- _HOW TO COMPLETE THIS TASK_
Gather every line in the records below that contains the word "image".

- _SUPPLIED MATERIAL_

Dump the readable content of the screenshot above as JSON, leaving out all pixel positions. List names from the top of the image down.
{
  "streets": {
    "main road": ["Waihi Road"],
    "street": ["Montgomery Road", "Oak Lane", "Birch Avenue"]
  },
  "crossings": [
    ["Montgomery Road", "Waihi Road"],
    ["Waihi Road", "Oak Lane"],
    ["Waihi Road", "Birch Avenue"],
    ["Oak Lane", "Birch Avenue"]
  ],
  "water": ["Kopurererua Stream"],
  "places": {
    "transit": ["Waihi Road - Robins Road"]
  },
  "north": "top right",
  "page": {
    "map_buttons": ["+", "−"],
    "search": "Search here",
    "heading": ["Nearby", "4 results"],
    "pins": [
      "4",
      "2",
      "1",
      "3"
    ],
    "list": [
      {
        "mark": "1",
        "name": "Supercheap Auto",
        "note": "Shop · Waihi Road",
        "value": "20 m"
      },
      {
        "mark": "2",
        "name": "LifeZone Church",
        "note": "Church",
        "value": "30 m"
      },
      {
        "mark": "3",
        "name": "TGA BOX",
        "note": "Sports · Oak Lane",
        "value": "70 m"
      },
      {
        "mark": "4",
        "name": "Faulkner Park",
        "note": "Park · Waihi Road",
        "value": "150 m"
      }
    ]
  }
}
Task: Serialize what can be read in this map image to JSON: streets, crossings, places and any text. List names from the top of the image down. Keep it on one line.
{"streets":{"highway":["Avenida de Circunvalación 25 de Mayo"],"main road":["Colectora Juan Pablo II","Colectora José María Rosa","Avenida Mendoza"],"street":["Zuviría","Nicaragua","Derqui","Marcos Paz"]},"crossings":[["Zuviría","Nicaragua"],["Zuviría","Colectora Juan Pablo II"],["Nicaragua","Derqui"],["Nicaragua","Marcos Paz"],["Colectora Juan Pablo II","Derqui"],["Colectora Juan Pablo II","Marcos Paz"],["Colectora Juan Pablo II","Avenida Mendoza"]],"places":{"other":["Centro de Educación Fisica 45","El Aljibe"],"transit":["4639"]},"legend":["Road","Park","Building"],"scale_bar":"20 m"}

- _WRITTEN SOLUTION_
Dump the readable content of the screenshot above as JSON, leaving out all pixel positions. List names from the top of the image down.
Task: Serialize what can be read in this map image to JSON: streets, crossings, places and any text. List names from the top of the image down. Keep it on one line.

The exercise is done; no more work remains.